## ACTION ITEM
Output the lines from the top of the entries below to the line with "328px,1182px 378px,1104px 477px,1093px", both included, exactly and without pictures.
══ DATA PROVIDED
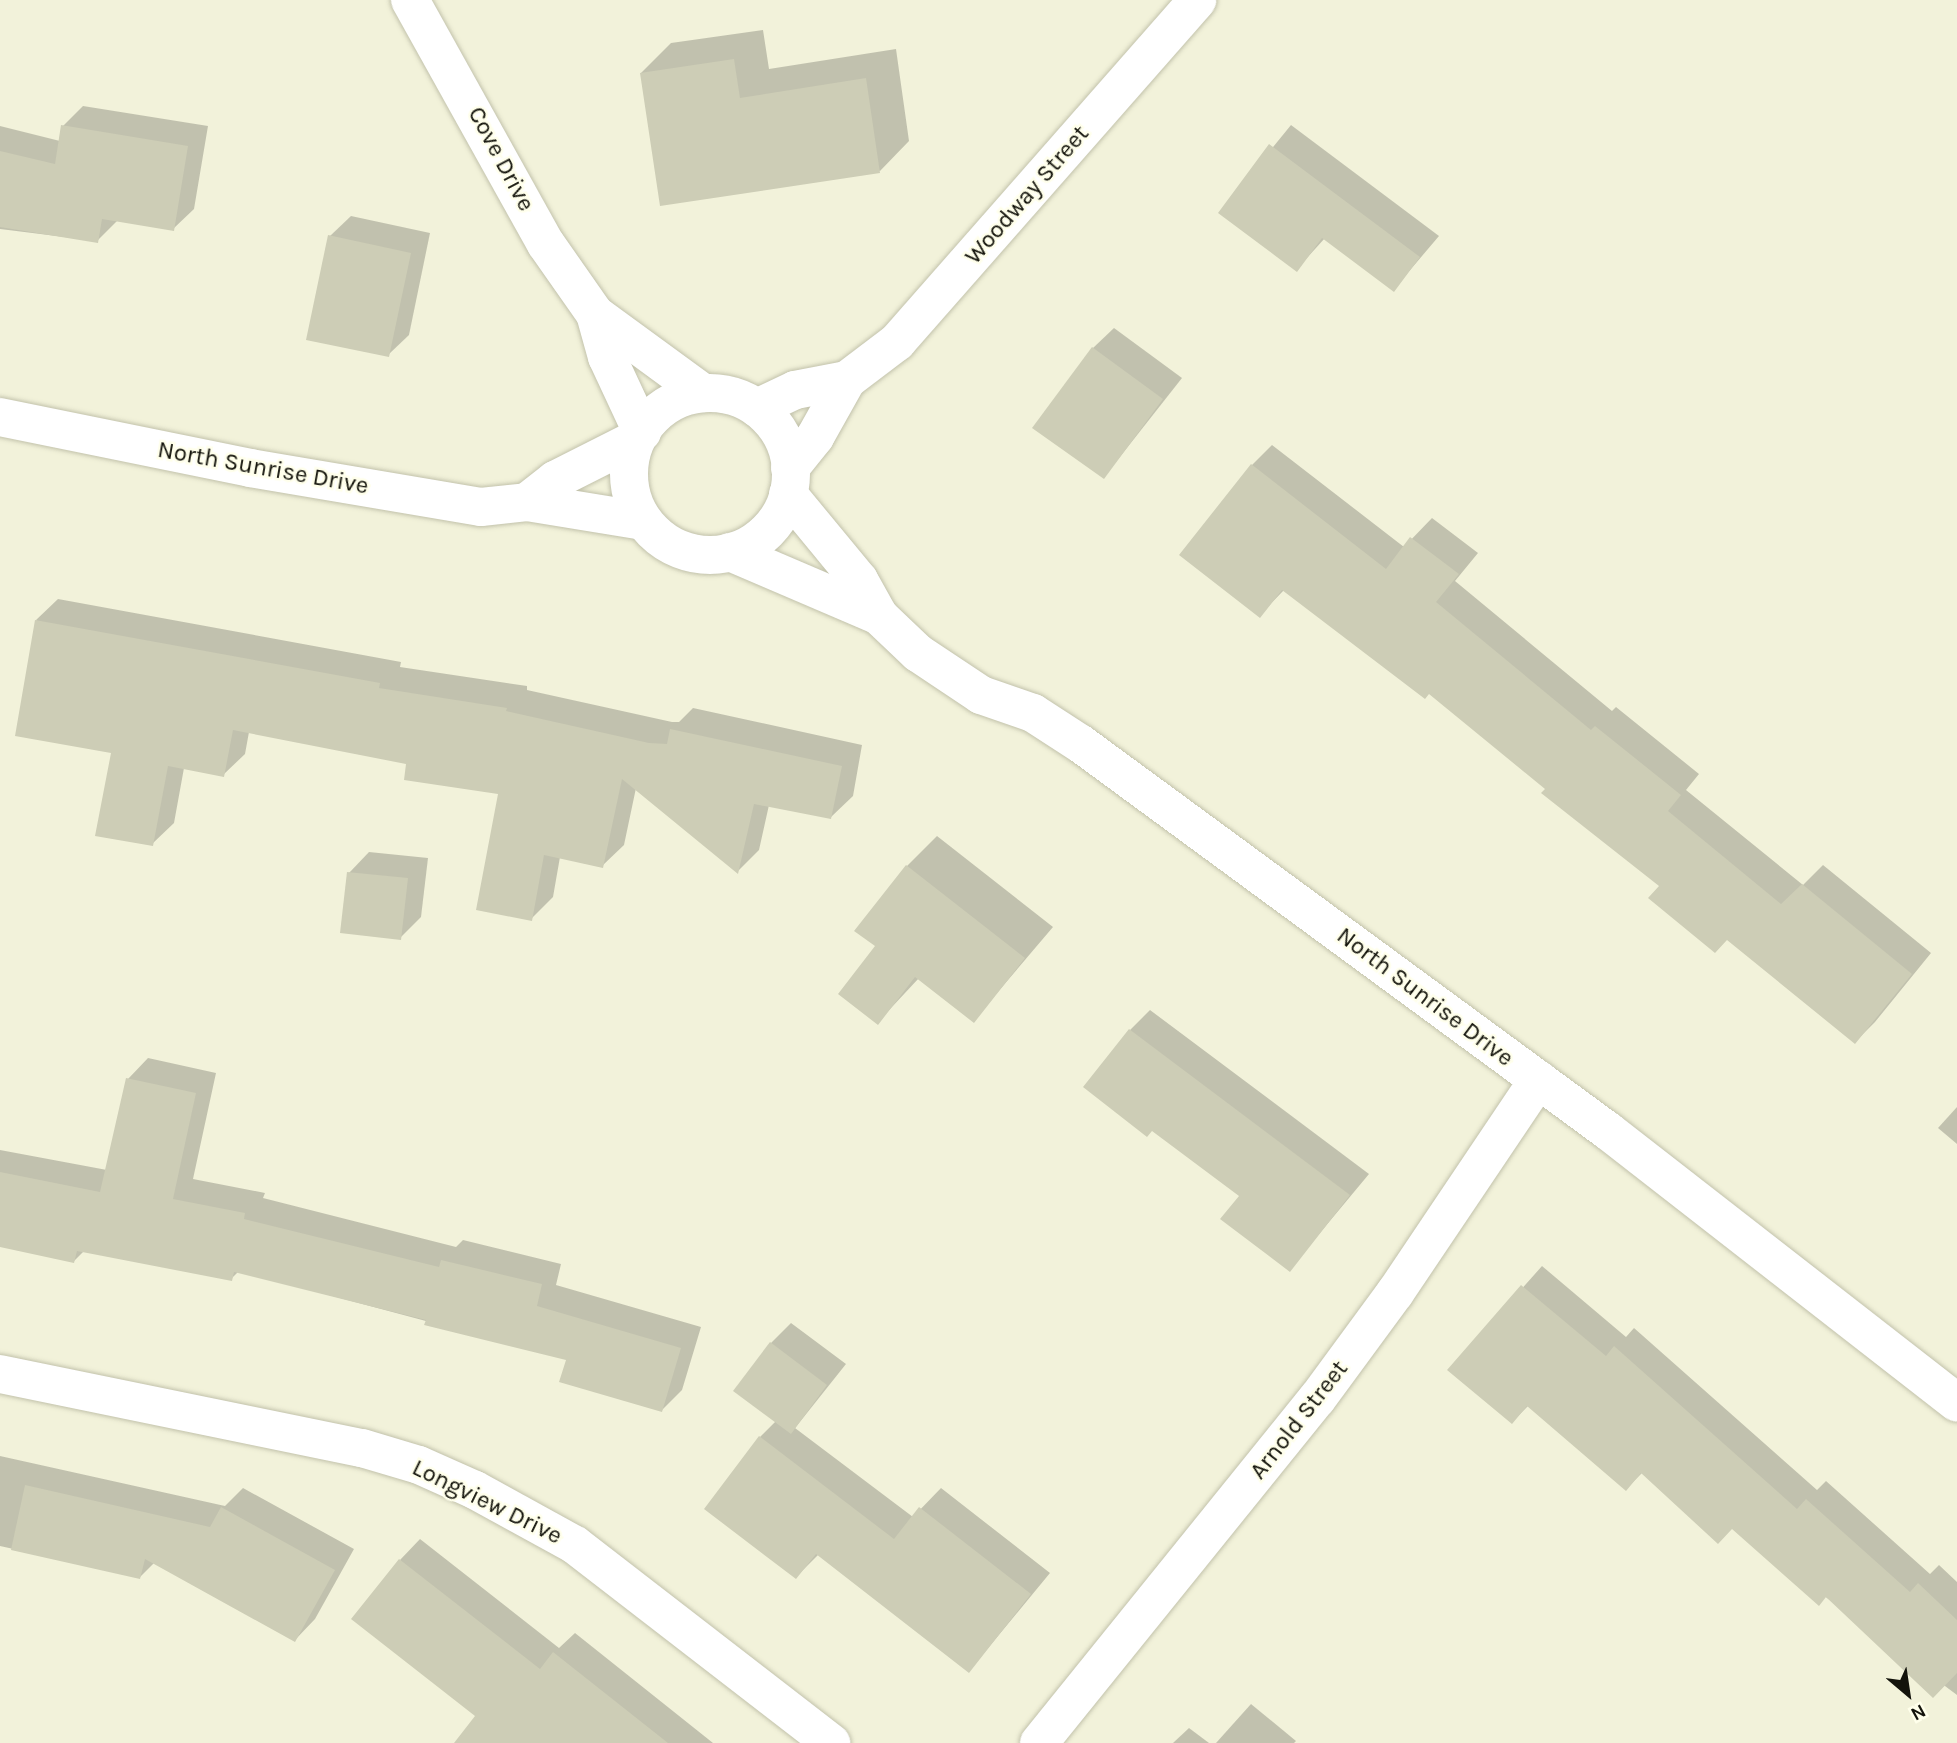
<!DOCTYPE html>
<html>
<head>
<meta charset="utf-8">
<style>
  body { margin:0 }
  #map { position:relative; width:1957px; height:1743px; overflow:hidden; background:#f2f2da; font-family:Karla,sans-serif }
  div>[style] { position:absolute }
  [style*='--x'] { left:calc(var(--x)*1px); top:calc(var(--y)*1px); width:calc(var(--w)*1px); rotate:calc(var(--a)*1deg) }
  .shadow>* { inset:0; background:#0003 }
  .building>* { inset:0; background:#cdcdb6 }
  .roads { filter:drop-shadow(0 0 2px #c2c2ab) drop-shadow(0 0 2px #c2c2ab) }
  .minor>* { height:38px; margin:-19px; padding:0 19px; transform-origin:19px; border-radius:19px; background:#fff }
  .minor>.ring { margin:-19px; padding:0; box-sizing:content-box; background:none; border:38px solid #fff; border-radius:50% }
  span { translate:-50% -50%; white-space:nowrap; text-align:center; line-height:1.15; -webkit-text-stroke:5px #ffffeb; paint-order:stroke }
  .street-label { font-size:24px; color:#13130b }
  .north { position:absolute; left:1873px; top:1659px; width:70px; height:70px; -webkit-text-stroke:5px #ffffeb; paint-order:stroke; rotate:151deg; font-size:19px; font-weight:700; line-height:28px; text-align:center; color:#13130b }
  .north::after { content:''; display:block; margin:auto; width:24px; height:32px; background:#13130b; clip-path:polygon(50% 0,100% 100%,50% 72%,0 100%) }
</style>
</head>
<body>
<div id="map">
  <div class="shadow">
    <i style="clip-path:polygon(763px 30px,769px 69px,896px 49px,909px 141px,880px 171px,641px 73px,671px 43px)"></i>
    <i style="clip-path:polygon(83px 106px,208px 126px,194px 209px,173px 229px,118px 220px,97px 241px,0 229px,0 126px,60px 141px,63px 126px)"></i>
    <i style="clip-path:polygon(1291px 125px,1439px 236px,1394px 289px,1325px 238px,1296px 270px,1220px 212px)"></i>
    <i style="clip-path:polygon(351px 216px,430px 233px,409px 335px,388px 355px,330px 236px)"></i>
    <i style="clip-path:polygon(1114px 328px,1182px 378px,1104px 477px,1093px 348px)"></i>
    <i style="clip-path:polygon(1272px 445px,1404px 547px,1432px 518px,1478px 553px,1455px 581px,1612px 711px,1616px 707px,1699px 774px,1686px 790px,1803px 885px,1823px 865px,1931px 953px,1875px 1022px,1855px 1042px,1430px 692px,1284px 590px,1260px 615px,1252px 465px)"></i>
    <i style="clip-path:polygon(58px 599px,401px 662px,400px 667px,527px 686px,527px 690px,672px 722px,679px 722px,693px 708px,862px 745px,853px 796px,831px 817px,769px 805px,759px 850px,738px 871px,636px 788px,624px 845px,602px 866px,560px 857px,553px 897px,531px 919px,500px 793px,408px 762px,249px 732px,245px 754px,223px 775px,184px 768px,174px 823px,152px 844px,114px 751px,36px 620px)"></i>
    <i style="clip-path:polygon(937px 836px,1053px 927px,974px 1020px,919px 978px,877px 1023px,877px 946px,907px 866px)"></i>
    <i style="clip-path:polygon(369px 852px,428px 858px,421px 917px,400px 938px,349px 873px)"></i>
    <i style="clip-path:polygon(1150px 1010px,1369px 1174px,1289px 1270px,1241px 1196px,1153px 1129px,1130px 1030px)"></i>
    <i style="clip-path:polygon(148px 1058px,216px 1073px,193px 1179px,265px 1193px,263px 1198px,456px 1247px,463px 1240px,561px 1264px,556px 1285px,701px 1327px,682px 1390px,662px 1410px,568px 1359px,239px 1271px,231px 1279px,84px 1251px,74px 1261px,0 1245px,0 1150px,107px 1170px,128px 1079px)"></i>
    <i style="clip-path:polygon(1957px 1107px,1957px 1144px,1938px 1128px)"></i>
    <i style="clip-path:polygon(1542px 1266px,1626px 1337px,1634px 1328px,1817px 1490px,1826px 1481px,1930px 1574px,1939px 1565px,1957px 1582px,1957px 1695px,1732px 1527px,1643px 1472px,1626px 1489px,1529px 1405px,1512px 1422px,1450px 1370px)"></i>
    <i style="clip-path:polygon(791px 1323px,846px 1364px,795px 1428px,913px 1517px,941px 1488px,1050px 1573px,969px 1671px,819px 1554px,796px 1577px,760px 1437px,776px 1421px,771px 1343px)"></i>
    <i style="clip-path:polygon(0 1456px,225px 1506px,243px 1488px,354px 1549px,315px 1619px,295px 1640px,154px 1563px,140px 1577px,0 1546px)"></i>
    <i style="clip-path:polygon(420px 1539px,559px 1648px,575px 1633px,713px 1743px,456px 1743px,478px 1716px,400px 1560px)"></i>
    <i style="clip-path:polygon(1251px 1704px,1296px 1741px,1294px 1743px,1216px 1743px)"></i>
    <i style="clip-path:polygon(1189px 1728px,1209px 1743px,1173px 1743px)"></i>
  </div>
  <div class="building">
    <i style="clip-path:polygon(734px 59px,740px 98px,866px 78px,880px 173px,660px 206px,640px 73px)"></i>
    <i style="clip-path:polygon(61px 125px,188px 146px,174px 231px,102px 219px,98px 243px,0 227px,0 151px,55px 164px)"></i>
    <i style="clip-path:polygon(1269px 144px,1420px 257px,1394px 292px,1322px 238px,1297px 272px,1218px 213px)"></i>
    <i style="clip-path:polygon(328px 235px,411px 253px,389px 357px,306px 340px)"></i>
    <i style="clip-path:polygon(1092px 347px,1163px 399px,1104px 479px,1032px 428px)"></i>
    <i style="clip-path:polygon(1251px 464px,1386px 569px,1410px 537px,1459px 574px,1436px 602px,1591px 730px,1595px 726px,1681px 795px,1668px 811px,1781px 904px,1802px 884px,1912px 974px,1855px 1044px,1727px 940px,1715px 953px,1648px 898px,1659px 886px,1541px 793px,1545px 789px,1429px 694px,1425px 699px,1282px 590px,1260px 618px,1179px 555px)"></i>
    <i style="clip-path:polygon(35px 620px,380px 683px,379px 688px,507px 708px,506px 711px,649px 743px,667px 744px,670px 729px,842px 766px,831px 819px,754px 804px,738px 874px,622px 779px,603px 868px,544px 855px,532px 921px,476px 910px,498px 794px,404px 780px,406px 764px,233px 730px,224px 777px,168px 766px,153px 846px,95px 836px,111px 753px,15px 736px)"></i>
    <i style="clip-path:polygon(906px 865px,1025px 958px,974px 1023px,915px 977px,878px 1025px,838px 994px,875px 946px,854px 931px)"></i>
    <i style="clip-path:polygon(347px 872px,408px 878px,401px 940px,340px 933px)"></i>
    <i style="clip-path:polygon(1129px 1029px,1350px 1195px,1290px 1272px,1220px 1219px,1239px 1196px,1152px 1131px,1147px 1137px,1083px 1087px)"></i>
    <i style="clip-path:polygon(126px 1078px,196px 1093px,173px 1199px,245px 1213px,244px 1219px,439px 1267px,441px 1260px,542px 1284px,537px 1306px,681px 1348px,662px 1412px,559px 1382px,566px 1360px,424px 1325px,426px 1320px,234px 1272px,232px 1281px,77px 1251px,74px 1263px,0 1247px,0 1172px,100px 1192px)"></i>
    <i style="clip-path:polygon(1521px 1285px,1606px 1356px,1614px 1346px,1797px 1509px,1806px 1499px,1910px 1592px,1918px 1583px,1957px 1620px,1957px 1673px,1933px 1698px,1826px 1597px,1819px 1606px,1732px 1529px,1718px 1544px,1641px 1473px,1626px 1491px,1527px 1406px,1512px 1424px,1447px 1370px)"></i>
    <i style="clip-path:polygon(770px 1342px,827px 1385px,791px 1434px,733px 1391px)"></i>
    <i style="clip-path:polygon(759px 1436px,894px 1539px,919px 1507px,1031px 1594px,969px 1673px,816px 1554px,796px 1579px,704px 1509px)"></i>
    <i style="clip-path:polygon(25px 1485px,210px 1527px,221px 1507px,335px 1570px,295px 1642px,145px 1559px,140px 1579px,11px 1550px)"></i>
    <i style="clip-path:polygon(399px 1559px,540px 1669px,553px 1652px,668px 1743px,454px 1743px,475px 1716px,351px 1619px)"></i>
  </div>
  <div class="roads">
    <div class="minor">
      <i style="--x:410;--y:0;--w:279;--a:60.9"></i>
      <i style="--x:546;--y:244;--w:85;--a:55"></i>
      <i style="--x:595;--y:314;--w:134;--a:36.2"></i>
      <i style="--x:595;--y:314;--w:45;--a:74.4"></i>
      <i style="--x:607;--y:357;--w:83;--a:65"></i>
      <i class="ring" style="left:629px;top:393px;width:124px;height:124px"></i>
      <i style="--x:757;--y:408;--w:42;--a:-25.3"></i>
      <i style="--x:795;--y:390;--w:53;--a:-10.9"></i>
      <i style="--x:0;--y:417;--w:255;--a:11.5"></i>
      <i style="--x:250;--y:468;--w:234;--a:9.6"></i>
      <i style="--x:481;--y:507;--w:46;--a:-6.2"></i>
      <i style="--x:527;--y:502;--w:118;--a:9.3"></i>
      <i style="--x:790;--y:468;--w:40;--a:-51"></i>
      <i style="--x:815;--y:437;--w:65;--a:-60.7"></i>
      <i style="--x:847;--y:380;--w:63;--a:-37.2"></i>
      <i style="--x:897;--y:342;--w:455;--a:-48.7"></i>
      <i style="--x:788;--y:494;--w:112;--a:50.5"></i>
      <i style="--x:859;--y:580;--w:41;--a:60.9"></i>
      <i style="--x:879;--y:616;--w:54;--a:43.5"></i>
      <i style="--x:918;--y:653;--w:76;--a:33.7"></i>
      <i style="--x:981;--y:695;--w:55;--a:19.1"></i>
      <i style="--x:1033;--y:713;--w:57;--a:32.9"></i>
      <i style="--x:1081;--y:744;--w:654;--a:36.29"></i>
      <i style="--x:1608;--y:1131;--w:442;--a:37.9"></i>
      <i style="--x:527;--y:502;--w:36;--a:-38"></i>
      <i style="--x:555;--y:480;--w:91;--a:-26.8"></i>
      <i style="--x:730;--y:552;--w:162;--a:23.2"></i>
      <i style="--x:0;--y:1374;--w:369;--a:11.6"></i>
      <i style="--x:362;--y:1448;--w:59;--a:16.6"></i>
      <i style="--x:419;--y:1465;--w:61;--a:24.1"></i>
      <i style="--x:475;--y:1490;--w:114;--a:28.8"></i>
      <i style="--x:575;--y:1545;--w:324;--a:37.7"></i>
      <i style="--x:1039;--y:1743;--w:442;--a:-51.1"></i>
      <i style="--x:1317;--y:1399;--w:132;--a:-53.7"></i>
      <i style="--x:1395;--y:1293;--w:257;--a:-56.1"></i>
    </div>
  </div>
  <div class="street-label">
    <span style="left:501px;top:159px;rotate:62deg">Cove Drive</span>
    <span style="left:1027px;top:195px;rotate:-49deg">Woodway Street</span>
    <span style="left:263px;top:468px;rotate:10deg">North Sunrise Drive</span>
    <span style="left:1425px;top:997px;rotate:37deg">North Sunrise Drive</span>
    <span style="left:1299px;top:1420px;rotate:-52deg">Arnold Street</span>
    <span style="left:487px;top:1502px;rotate:26deg">Longview Drive</span>
  </div>
  <div class="north">N</div>
</div>
</body>
</html>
════
## RESPONSE AREA
<!DOCTYPE html>
<html>
<head>
<meta charset="utf-8">
<style>
  body { margin:0 }
  #map { position:relative; width:1957px; height:1743px; overflow:hidden; background:#f2f2da; font-family:Karla,sans-serif }
  div>[style] { position:absolute }
  [style*='--x'] { left:calc(var(--x)*1px); top:calc(var(--y)*1px); width:calc(var(--w)*1px); rotate:calc(var(--a)*1deg) }
  .shadow>* { inset:0; background:#0003 }
  .building>* { inset:0; background:#cdcdb6 }
  .roads { filter:drop-shadow(0 0 2px #c2c2ab) drop-shadow(0 0 2px #c2c2ab) }
  .minor>* { height:38px; margin:-19px; padding:0 19px; transform-origin:19px; border-radius:19px; background:#fff }
  .minor>.ring { margin:-19px; padding:0; box-sizing:content-box; background:none; border:38px solid #fff; border-radius:50% }
  span { translate:-50% -50%; white-space:nowrap; text-align:center; line-height:1.15; -webkit-text-stroke:5px #ffffeb; paint-order:stroke }
  .street-label { font-size:24px; color:#13130b }
  .north { position:absolute; left:1873px; top:1659px; width:70px; height:70px; -webkit-text-stroke:5px #ffffeb; paint-order:stroke; rotate:151deg; font-size:19px; font-weight:700; line-height:28px; text-align:center; color:#13130b }
  .north::after { content:''; display:block; margin:auto; width:24px; height:32px; background:#13130b; clip-path:polygon(50% 0,100% 100%,50% 72%,0 100%) }
</style>
</head>
<body>
<div id="map">
  <div class="shadow">
    <i style="clip-path:polygon(763px 30px,769px 69px,896px 49px,909px 141px,880px 171px,641px 73px,671px 43px)"></i>
    <i style="clip-path:polygon(83px 106px,208px 126px,194px 209px,173px 229px,118px 220px,97px 241px,0 229px,0 126px,60px 141px,63px 126px)"></i>
    <i style="clip-path:polygon(1291px 125px,1439px 236px,1394px 289px,1325px 238px,1296px 270px,1220px 212px)"></i>
    <i style="clip-path:polygon(351px 216px,430px 233px,409px 335px,388px 355px,330px 236px)"></i>
    <i style="clip-path:polygon(1114px 328px,1182px 378px,1104px 477px,1093px 348px)"></i>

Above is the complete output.